Work through the listing below and count the lines that hold "filterUnits". Answer with the number alone.
*** Data shown ***
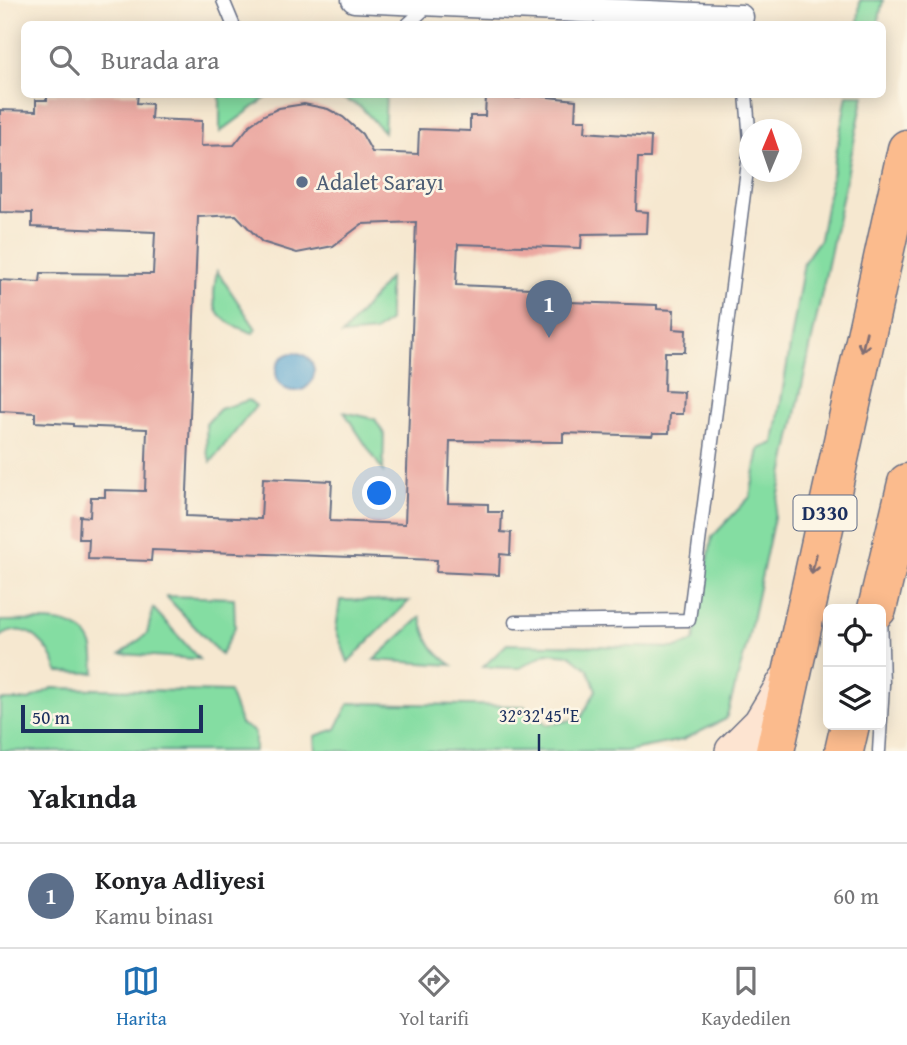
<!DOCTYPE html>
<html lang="tr">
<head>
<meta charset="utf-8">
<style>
  :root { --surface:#fff; --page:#f2f2f2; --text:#202124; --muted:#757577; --line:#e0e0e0; --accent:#1f6fb2 }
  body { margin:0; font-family:"Gentium Book Plus",serif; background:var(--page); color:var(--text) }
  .controls { position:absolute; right:21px; bottom:21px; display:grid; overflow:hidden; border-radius:10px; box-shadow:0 4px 18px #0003 }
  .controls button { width:63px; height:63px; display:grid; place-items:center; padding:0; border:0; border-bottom:2px solid var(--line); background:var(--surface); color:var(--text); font:35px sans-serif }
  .compass { position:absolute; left:739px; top:119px; width:63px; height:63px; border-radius:50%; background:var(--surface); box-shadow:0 4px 18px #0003; rotate:2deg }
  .scale { position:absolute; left:21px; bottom:18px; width:182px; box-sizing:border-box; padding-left:7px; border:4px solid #1b2f5e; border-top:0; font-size:19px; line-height:24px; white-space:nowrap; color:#1b2f5e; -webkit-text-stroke:5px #fcf5e5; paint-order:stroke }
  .you { position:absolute; left:380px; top:494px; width:24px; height:24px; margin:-18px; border:5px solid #fff; border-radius:50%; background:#1a73e8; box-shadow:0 0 0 10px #1a73e833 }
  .badge { display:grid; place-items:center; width:46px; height:46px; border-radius:50%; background:var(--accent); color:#fff; font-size:23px; font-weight:700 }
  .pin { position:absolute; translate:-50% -58px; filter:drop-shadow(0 2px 4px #0008) }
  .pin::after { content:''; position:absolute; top:37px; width:24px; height:21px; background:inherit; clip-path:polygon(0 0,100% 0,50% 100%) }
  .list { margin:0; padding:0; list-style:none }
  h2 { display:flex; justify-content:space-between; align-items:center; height:91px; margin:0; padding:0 28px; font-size:30px }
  h2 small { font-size:23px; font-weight:400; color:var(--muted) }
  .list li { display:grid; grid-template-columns:46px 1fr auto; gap:21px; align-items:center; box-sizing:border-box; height:105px; padding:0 28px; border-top:2px solid var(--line) }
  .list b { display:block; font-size:26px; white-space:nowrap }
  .list p { margin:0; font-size:23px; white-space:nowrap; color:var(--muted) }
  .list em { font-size:23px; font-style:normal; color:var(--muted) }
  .icon { flex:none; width:38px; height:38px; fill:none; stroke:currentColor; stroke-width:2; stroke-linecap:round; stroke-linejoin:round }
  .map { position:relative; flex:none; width:907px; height:751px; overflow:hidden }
  .search { position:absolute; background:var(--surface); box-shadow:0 4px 18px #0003; left:21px; right:21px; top:21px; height:77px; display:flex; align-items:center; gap:18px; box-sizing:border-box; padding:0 24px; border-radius:10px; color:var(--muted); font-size:26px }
  .sheet { height:196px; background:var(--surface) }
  nav { display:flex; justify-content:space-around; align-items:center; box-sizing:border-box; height:98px; border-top:2px solid var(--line); background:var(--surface); font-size:19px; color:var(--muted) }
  nav a { display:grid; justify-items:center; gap:4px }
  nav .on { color:var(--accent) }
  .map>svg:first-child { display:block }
  .green { fill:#84dda2; stroke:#508680; stroke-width:2 }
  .water { fill:#59a5d1; stroke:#3a6a98; stroke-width:2 }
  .building { fill:#eba7a0; fill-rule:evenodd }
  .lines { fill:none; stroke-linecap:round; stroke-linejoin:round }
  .lane-casing { stroke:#687086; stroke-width:15 }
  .street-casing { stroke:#687086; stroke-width:27 }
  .secondary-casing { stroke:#687086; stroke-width:36 }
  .highway-casing { stroke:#687086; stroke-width:41 }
  .lane { stroke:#fff; stroke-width:12 }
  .street { stroke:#fff; stroke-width:24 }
  .secondary { stroke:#fde4d1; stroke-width:33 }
  .highway { stroke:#fbbb8d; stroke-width:38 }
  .oneway { stroke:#806e73 }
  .ticks { fill:none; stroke:#1b2f5e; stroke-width:2.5 }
  .service-dot { fill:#5c6f8a; stroke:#fcf5e5; stroke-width:2.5 }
  .labels { text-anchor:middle; stroke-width:5; stroke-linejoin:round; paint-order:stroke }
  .shield { fill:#fcf5e5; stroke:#5e6a86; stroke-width:2 }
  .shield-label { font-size:21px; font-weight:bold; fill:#1b2f5e }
  .service-label { font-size:23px; fill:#4e5e75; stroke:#fcf5e5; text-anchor:start }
  .ticks-label { font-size:18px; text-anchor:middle; fill:#1b2f5e; stroke:#fcf5e5; stroke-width:5; stroke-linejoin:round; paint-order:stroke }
</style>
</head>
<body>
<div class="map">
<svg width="907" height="751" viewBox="0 0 907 751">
  <rect width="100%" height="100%" fill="#fcf5e5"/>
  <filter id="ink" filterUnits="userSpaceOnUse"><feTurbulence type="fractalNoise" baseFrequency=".0143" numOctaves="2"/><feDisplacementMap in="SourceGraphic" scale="14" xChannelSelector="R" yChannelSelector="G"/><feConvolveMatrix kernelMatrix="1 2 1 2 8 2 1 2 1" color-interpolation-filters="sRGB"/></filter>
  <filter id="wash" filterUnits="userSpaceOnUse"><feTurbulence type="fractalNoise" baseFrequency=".00686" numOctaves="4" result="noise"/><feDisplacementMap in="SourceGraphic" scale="28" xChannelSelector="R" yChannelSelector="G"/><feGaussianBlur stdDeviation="1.57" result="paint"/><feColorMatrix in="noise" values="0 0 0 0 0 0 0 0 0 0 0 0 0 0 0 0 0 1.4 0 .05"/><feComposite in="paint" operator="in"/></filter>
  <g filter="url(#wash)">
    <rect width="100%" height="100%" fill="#f6e8d0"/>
    <g class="green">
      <polygon points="860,0 883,0 878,24 858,24"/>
      <polygon points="220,95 220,94 270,95 220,132"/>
      <polygon points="336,95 386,95 384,132 361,107"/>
      <polygon points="847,95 864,95 747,644 726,719 683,740 626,751 316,751 315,736 336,729 349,703 524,706 547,725 581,718 596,690 588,669 570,655 547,653 520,668 483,667 507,644 677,648 694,641 712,537 750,497 759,449 774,443 804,262 820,239"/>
      <path d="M217,271l39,58 -3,4c-37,-13 -44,-21 -36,-62z"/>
      <polygon points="389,278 389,321 375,332 342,335"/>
      <polygon points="249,400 256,406 211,462 207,452 206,424 220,409"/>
      <polygon points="344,412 375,419 384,434 383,471"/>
      <polygon points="166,596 234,598 235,627 221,655"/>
      <polygon points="340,600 409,601 348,662 336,630"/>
      <polygon points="153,608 199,659 121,654 147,634"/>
      <path d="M421,617c5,22 11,35 31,48l-78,-5z"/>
      <path d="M0,621c26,1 81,-8 92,24 3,7 2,20 3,28l-37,-1c-7,-24 -30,-55 -58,-35z"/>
      <polygon points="52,688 229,692 241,724 255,732 255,751 0,751 0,700 29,700"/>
    </g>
    <circle class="water" cx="295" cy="372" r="19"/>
    <g id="blocks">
      <path class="building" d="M47,94h91l-1,9 15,1 -1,15 51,2 -1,25 33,-1 16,-20 14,-10 15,-7 25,-4 24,5 15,8 19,17 10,18 46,2 1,-25 51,2v-15h15l1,-19 34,1v-4l56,6 -1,20h11l-1,12 66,5 -1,21h-12l-2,53 12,1 -1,21 -65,1 -1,14 -123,-4 -2,41 75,3v3l37,2v9l89,3v4l17,1 -1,19 13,1 -1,22h-20l-1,39 20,1 -1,22h-13l-1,19h-16l-1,3 -89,-3v9l-113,-1 -2,62 40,1v8h14l-1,20 10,1 -1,22 -10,-1 -1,21 -63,-3 1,-12 -285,-10 -1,11 -63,-2 1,-20h-10l1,-23 10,1 1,-20h14v-7l40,1 2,-62 -74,-3v-2l-38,-2v-9l-35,-2v-131l40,2 1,-9 112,1 2,-42 -123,-5v-14l-32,-1v-102l36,1v-11h11zM236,215l26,27 35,11 36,-7 29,-22 54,-2 -11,302 -75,-3 2,-40 -69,-3 -2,41 -75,-3 12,-299z"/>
    </g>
  </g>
  <g filter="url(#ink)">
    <use href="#blocks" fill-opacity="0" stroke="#687086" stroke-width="2"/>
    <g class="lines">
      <defs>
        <g id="lane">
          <polyline points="223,0 233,24"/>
          <polyline points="408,24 428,6"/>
          <polyline points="746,94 750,140"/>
          <polyline points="515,622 689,620 750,147"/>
          <polyline points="879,751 883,685 881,612"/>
        </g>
        <polyline id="street" points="354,0 741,17"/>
        <polyline id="secondary" points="732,751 760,723 785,681"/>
        <g id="highway">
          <polyline points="877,609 907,483"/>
          <polyline points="775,751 907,149"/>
          <polyline points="844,751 850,725"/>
        </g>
      </defs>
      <use href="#lane" class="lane-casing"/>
      <use href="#street" class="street-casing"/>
      <use href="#secondary" class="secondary-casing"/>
      <use href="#highway" class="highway-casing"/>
      <use href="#lane" class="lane"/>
      <use href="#street" class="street"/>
      <use href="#secondary" class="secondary"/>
      <use href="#highway" class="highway"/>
    </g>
    <defs><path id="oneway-shaft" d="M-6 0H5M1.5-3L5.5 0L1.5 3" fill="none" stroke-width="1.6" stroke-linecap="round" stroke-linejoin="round" transform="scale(1.75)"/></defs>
    <g class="oneway">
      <use href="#oneway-shaft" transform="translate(864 342) rotate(103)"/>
      <use href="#oneway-shaft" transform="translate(814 564) rotate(103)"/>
    </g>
  </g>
  <path class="ticks" d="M539,751v-17"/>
  <circle class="service-dot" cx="302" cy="182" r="7"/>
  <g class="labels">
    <rect class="shield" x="793.5" y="495.5" width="63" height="35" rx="5"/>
    <g class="shield-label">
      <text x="825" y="520">D330</text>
    </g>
    <g class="service-label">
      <text x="316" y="190">Adalet Sarayı</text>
    </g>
  </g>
  <g class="ticks-label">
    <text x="539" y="722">32°32'45"E</text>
  </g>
</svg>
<div class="controls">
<button><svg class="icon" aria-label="locate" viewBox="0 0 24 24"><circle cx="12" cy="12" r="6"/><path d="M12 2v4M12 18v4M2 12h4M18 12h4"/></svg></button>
<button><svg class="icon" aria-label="layers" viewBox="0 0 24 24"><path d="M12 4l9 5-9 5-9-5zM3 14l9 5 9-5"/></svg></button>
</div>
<svg class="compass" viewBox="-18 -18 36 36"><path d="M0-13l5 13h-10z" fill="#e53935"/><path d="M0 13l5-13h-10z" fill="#757577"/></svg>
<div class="scale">50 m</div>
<div class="you"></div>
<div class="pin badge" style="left:549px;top:338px;background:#5c6f8a">1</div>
<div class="search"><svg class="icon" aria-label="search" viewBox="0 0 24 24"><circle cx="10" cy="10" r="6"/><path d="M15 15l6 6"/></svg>Burada ara</div>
</div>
<section class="sheet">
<h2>Yakında<small></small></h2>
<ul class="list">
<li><span class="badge" style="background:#5c6f8a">1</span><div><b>Konya Adliyesi</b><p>Kamu binası</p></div><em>60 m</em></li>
</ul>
</section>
<nav>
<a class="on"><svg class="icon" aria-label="map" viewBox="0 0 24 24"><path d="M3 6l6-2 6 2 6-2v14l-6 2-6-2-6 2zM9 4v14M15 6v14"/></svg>Harita</a>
<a><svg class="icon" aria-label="directions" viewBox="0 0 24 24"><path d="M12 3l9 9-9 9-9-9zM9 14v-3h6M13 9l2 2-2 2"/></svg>Yol tarifi</a>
<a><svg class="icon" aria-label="saved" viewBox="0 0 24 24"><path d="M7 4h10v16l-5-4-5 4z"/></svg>Kaydedilen</a>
</nav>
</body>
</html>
***
### Solution for this exercise
2